Some scheduled passengers made a lucky escape. After staying too long at her parents' house in Kaohsiung, Chen Caijia and her son arrived late at the airport and missed the flight back home to Penghu.

A woman surnamed Hong crawled out of wreckage in the dark and borrowed a phone from a nearby house to call her father, who soon arrived to help other survivors, said the United Daily News.

Communities across Penghu began mourning the victims Thursday. Zhong Jiawei was the popular bus driver of Magong High School. Students recalled Zhong as a humorous man who always played pop music on the bus. He loved to play tricks too, and chat with students, they told Now News.

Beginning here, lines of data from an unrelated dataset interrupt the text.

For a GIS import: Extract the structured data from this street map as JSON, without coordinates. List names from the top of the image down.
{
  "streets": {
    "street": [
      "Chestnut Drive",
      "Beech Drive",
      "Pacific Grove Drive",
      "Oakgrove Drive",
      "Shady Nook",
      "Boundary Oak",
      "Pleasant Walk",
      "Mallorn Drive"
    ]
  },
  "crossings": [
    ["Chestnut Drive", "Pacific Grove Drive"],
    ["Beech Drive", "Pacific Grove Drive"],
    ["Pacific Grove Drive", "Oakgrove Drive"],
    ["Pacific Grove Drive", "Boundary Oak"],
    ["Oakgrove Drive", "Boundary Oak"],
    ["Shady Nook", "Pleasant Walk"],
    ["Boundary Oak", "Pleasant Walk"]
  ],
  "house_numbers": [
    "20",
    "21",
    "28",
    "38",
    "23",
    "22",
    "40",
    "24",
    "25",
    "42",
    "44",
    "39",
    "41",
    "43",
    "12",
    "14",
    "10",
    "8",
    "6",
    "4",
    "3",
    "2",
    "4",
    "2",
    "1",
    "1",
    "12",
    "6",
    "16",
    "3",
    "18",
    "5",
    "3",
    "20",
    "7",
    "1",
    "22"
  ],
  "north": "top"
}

Penghu resident Chen Runqing died along with his elder sister's two daughters, her son and her son-in-law, reported United Daily News.

Ye Genzhuang, 83, a famous carpenter who worked on ancient buildings, also perished, said Now News.

Two planes were reported to have landed safely at Magong airport shortly before the crash, as aviation authorities had ruled visibility was satisfactory despite the tail end of Typhoon Matmo. Some Taiwanese questioned that perhaps fatal decision.

"I can't understand why the plane had to take off in such terrible weather?" wrote United Daily News journalist Wu Shujun, who experienced such heavy turbulence close to Penghu Wednesday evening, at a similar time to Flight GE222, that her plane returned to Taipei without landing.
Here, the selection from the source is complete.